___ GIVEN ENTRIES

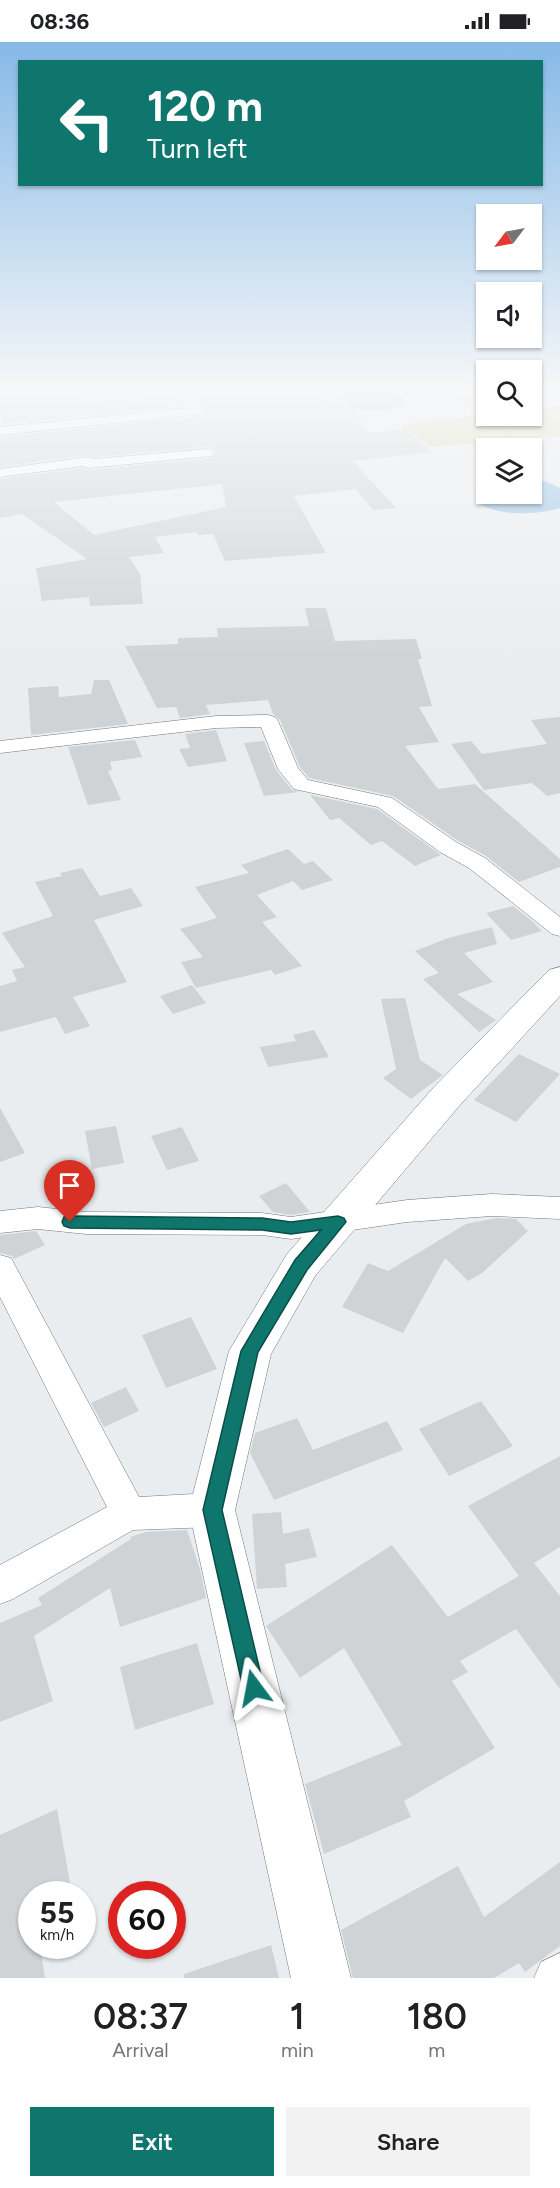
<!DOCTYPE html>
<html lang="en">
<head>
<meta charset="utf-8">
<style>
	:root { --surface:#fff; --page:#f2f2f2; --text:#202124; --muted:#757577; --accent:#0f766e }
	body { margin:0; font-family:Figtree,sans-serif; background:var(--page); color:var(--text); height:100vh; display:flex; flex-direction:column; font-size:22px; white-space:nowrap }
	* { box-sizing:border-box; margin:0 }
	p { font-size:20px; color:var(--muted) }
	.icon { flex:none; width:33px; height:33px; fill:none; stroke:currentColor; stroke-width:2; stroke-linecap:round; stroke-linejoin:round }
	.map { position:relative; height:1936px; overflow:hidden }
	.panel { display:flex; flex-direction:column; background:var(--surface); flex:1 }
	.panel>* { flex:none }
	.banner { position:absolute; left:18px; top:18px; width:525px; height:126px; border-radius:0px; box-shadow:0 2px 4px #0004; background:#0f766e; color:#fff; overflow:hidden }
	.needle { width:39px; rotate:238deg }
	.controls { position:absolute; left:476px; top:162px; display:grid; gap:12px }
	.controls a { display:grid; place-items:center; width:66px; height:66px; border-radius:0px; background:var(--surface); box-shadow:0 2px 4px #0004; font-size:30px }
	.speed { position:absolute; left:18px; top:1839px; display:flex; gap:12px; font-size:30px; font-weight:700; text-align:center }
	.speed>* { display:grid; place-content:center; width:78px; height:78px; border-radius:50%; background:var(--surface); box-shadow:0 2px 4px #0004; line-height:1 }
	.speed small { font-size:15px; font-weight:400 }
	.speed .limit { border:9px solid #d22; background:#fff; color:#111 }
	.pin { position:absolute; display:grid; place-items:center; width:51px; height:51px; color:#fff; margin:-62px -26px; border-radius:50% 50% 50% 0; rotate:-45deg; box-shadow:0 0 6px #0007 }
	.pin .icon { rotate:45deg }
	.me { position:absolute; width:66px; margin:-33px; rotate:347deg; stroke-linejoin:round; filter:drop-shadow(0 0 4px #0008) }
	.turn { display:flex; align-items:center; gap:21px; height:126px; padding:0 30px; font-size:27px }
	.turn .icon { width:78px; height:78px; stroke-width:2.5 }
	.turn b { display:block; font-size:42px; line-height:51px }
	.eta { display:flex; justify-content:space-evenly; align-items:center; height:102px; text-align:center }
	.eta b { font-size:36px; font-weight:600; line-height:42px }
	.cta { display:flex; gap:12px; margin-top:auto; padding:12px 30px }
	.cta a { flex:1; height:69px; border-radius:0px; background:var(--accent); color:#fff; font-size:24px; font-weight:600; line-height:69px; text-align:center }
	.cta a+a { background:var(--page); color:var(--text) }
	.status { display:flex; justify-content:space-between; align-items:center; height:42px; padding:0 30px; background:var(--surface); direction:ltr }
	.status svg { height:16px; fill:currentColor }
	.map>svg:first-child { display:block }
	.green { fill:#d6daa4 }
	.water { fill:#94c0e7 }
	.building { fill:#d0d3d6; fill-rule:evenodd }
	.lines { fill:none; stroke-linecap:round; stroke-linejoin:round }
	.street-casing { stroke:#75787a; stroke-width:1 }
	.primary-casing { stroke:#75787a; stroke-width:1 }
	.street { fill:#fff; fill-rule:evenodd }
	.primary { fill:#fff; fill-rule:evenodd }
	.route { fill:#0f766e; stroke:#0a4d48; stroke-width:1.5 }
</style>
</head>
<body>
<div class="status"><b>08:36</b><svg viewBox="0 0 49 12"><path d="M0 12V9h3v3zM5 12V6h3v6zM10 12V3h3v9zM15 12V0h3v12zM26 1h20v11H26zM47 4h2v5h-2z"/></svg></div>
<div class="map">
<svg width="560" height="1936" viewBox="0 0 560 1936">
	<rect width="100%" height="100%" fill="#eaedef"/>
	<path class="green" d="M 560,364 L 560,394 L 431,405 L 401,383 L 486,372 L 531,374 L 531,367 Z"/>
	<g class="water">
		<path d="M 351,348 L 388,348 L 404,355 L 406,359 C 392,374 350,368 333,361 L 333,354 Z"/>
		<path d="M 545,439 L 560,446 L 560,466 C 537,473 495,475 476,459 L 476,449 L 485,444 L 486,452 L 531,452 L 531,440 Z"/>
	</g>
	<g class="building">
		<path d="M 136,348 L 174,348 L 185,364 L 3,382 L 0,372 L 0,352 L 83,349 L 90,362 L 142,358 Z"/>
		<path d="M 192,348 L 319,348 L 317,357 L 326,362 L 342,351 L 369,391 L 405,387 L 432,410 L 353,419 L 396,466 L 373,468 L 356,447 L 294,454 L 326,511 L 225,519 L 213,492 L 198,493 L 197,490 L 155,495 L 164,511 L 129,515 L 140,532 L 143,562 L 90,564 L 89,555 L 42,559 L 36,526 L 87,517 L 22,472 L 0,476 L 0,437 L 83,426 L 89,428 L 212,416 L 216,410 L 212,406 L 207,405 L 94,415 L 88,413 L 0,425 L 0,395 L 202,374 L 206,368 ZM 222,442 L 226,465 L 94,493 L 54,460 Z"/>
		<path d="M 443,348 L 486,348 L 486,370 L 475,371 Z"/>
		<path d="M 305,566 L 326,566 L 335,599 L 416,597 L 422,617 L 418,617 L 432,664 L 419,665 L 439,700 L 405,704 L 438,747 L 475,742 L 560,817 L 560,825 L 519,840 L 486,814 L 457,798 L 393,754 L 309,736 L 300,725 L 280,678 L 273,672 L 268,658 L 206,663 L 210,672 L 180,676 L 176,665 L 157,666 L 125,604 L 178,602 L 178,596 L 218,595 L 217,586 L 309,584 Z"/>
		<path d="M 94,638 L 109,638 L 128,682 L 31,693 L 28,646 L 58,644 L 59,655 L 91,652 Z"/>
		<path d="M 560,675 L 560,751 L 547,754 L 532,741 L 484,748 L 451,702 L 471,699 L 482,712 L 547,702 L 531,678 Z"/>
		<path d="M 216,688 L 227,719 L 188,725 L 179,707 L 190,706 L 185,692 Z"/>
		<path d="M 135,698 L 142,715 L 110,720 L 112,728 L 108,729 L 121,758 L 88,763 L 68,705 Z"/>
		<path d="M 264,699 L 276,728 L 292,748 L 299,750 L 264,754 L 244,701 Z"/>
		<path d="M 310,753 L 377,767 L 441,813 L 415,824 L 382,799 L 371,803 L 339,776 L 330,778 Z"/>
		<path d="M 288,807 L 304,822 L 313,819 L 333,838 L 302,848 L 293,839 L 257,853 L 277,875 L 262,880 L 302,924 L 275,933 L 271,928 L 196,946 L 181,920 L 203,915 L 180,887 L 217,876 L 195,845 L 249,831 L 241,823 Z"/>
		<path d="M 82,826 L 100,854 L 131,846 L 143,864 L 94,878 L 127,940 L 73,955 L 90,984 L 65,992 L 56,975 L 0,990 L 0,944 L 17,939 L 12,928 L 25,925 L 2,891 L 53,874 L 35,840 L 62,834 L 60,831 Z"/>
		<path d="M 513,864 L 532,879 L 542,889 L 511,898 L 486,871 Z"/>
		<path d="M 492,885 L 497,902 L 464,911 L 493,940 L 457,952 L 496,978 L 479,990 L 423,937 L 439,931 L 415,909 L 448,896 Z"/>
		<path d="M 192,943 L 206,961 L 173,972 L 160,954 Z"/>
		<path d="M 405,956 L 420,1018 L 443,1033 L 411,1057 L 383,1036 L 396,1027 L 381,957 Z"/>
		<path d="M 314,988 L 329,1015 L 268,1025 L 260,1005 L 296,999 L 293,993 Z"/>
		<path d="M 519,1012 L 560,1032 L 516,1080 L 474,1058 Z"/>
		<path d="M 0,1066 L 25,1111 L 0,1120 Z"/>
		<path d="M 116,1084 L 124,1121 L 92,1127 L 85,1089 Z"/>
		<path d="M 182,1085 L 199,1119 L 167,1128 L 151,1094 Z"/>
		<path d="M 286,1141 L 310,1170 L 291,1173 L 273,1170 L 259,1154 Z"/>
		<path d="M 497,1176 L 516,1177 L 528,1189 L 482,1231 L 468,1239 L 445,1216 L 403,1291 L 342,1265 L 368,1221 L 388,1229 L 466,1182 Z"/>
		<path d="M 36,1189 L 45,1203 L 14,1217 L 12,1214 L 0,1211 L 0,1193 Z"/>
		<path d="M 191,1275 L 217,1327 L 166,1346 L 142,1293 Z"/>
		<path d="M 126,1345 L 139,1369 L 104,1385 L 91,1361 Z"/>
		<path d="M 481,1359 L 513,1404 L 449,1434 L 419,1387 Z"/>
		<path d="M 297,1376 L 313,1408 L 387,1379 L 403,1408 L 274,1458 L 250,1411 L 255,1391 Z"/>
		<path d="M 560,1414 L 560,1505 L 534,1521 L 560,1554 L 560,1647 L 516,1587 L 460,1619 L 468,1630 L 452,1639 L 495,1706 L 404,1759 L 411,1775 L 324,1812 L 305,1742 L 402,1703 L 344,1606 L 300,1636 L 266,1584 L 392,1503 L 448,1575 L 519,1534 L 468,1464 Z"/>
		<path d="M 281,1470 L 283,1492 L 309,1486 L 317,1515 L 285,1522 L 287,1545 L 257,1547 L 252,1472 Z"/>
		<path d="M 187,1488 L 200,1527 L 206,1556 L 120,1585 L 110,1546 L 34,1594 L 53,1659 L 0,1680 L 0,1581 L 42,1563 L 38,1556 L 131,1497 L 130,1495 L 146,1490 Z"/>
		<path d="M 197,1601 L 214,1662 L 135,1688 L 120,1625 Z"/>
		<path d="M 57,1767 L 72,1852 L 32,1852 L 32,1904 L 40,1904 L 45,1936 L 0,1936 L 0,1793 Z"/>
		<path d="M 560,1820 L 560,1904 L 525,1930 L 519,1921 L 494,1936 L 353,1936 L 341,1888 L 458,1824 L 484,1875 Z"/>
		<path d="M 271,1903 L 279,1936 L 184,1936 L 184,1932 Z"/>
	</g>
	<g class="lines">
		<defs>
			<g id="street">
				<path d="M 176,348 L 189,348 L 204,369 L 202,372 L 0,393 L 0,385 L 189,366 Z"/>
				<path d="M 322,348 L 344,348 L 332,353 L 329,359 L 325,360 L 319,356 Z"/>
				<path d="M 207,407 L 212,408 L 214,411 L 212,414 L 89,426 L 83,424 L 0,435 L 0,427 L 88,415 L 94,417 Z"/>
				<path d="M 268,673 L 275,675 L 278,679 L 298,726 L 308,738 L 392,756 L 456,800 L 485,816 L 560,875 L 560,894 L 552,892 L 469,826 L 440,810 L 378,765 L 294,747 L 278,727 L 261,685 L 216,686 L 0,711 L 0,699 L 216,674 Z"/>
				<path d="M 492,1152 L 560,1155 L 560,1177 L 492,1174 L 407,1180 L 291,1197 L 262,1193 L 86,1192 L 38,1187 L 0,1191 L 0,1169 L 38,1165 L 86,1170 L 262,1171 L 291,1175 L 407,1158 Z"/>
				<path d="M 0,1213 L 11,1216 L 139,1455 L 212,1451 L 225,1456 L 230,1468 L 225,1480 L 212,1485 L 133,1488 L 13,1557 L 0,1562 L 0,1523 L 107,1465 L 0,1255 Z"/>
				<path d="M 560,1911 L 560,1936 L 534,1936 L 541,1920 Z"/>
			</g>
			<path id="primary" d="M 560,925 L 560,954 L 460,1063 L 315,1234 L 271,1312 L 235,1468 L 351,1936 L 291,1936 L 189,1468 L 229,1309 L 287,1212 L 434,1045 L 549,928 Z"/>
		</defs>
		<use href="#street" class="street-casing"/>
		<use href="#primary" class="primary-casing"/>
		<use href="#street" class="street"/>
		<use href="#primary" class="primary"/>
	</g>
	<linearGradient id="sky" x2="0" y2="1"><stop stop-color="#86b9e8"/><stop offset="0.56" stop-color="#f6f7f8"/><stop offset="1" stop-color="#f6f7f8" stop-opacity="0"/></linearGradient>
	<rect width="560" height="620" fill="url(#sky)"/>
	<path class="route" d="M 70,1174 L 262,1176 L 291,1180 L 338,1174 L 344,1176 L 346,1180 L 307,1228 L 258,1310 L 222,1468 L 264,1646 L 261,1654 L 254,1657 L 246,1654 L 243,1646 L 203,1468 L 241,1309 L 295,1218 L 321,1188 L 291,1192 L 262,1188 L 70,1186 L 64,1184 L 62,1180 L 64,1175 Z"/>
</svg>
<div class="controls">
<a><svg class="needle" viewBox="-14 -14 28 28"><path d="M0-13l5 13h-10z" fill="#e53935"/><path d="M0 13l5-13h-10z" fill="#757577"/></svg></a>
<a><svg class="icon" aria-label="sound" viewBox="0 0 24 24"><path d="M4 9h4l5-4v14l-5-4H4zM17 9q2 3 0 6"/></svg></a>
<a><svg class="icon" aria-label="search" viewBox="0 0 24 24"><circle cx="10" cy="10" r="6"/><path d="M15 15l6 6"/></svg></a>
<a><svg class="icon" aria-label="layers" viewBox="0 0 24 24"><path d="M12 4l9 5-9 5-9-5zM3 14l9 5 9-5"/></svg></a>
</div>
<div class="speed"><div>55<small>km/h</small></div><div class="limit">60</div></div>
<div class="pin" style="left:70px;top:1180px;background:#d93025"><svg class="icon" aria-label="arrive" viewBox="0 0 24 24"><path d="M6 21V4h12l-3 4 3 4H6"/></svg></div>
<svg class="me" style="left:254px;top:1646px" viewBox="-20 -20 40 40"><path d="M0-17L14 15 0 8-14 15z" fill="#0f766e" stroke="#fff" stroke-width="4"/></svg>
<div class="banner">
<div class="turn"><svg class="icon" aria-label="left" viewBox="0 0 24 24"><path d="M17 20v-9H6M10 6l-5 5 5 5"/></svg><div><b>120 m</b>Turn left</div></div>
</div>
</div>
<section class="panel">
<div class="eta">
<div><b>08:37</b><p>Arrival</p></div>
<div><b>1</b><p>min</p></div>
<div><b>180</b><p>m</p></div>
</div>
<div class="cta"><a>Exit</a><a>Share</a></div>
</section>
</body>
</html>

______

INSTRUCTIONS FOR THE TASK
Exactly the lines from the top of the entries through the line with "position:absolute; left:18px; top:1839px;", inclusive, must be given again, with every picture omitted.

TASK RESULT
<!DOCTYPE html>
<html lang="en">
<head>
<meta charset="utf-8">
<style>
	:root { --surface:#fff; --page:#f2f2f2; --text:#202124; --muted:#757577; --accent:#0f766e }
	body { margin:0; font-family:Figtree,sans-serif; background:var(--page); color:var(--text); height:100vh; display:flex; flex-direction:column; font-size:22px; white-space:nowrap }
	* { box-sizing:border-box; margin:0 }
	p { font-size:20px; color:var(--muted) }
	.icon { flex:none; width:33px; height:33px; fill:none; stroke:currentColor; stroke-width:2; stroke-linecap:round; stroke-linejoin:round }
	.map { position:relative; height:1936px; overflow:hidden }
	.panel { display:flex; flex-direction:column; background:var(--surface); flex:1 }
	.panel>* { flex:none }
	.banner { position:absolute; left:18px; top:18px; width:525px; height:126px; border-radius:0px; box-shadow:0 2px 4px #0004; background:#0f766e; color:#fff; overflow:hidden }
	.needle { width:39px; rotate:238deg }
	.controls { position:absolute; left:476px; top:162px; display:grid; gap:12px }
	.controls a { display:grid; place-items:center; width:66px; height:66px; border-radius:0px; background:var(--surface); box-shadow:0 2px 4px #0004; font-size:30px }
	.speed { position:absolute; left:18px; top:1839px; display:flex; gap:12px; font-size:30px; font-weight:700; text-align:center }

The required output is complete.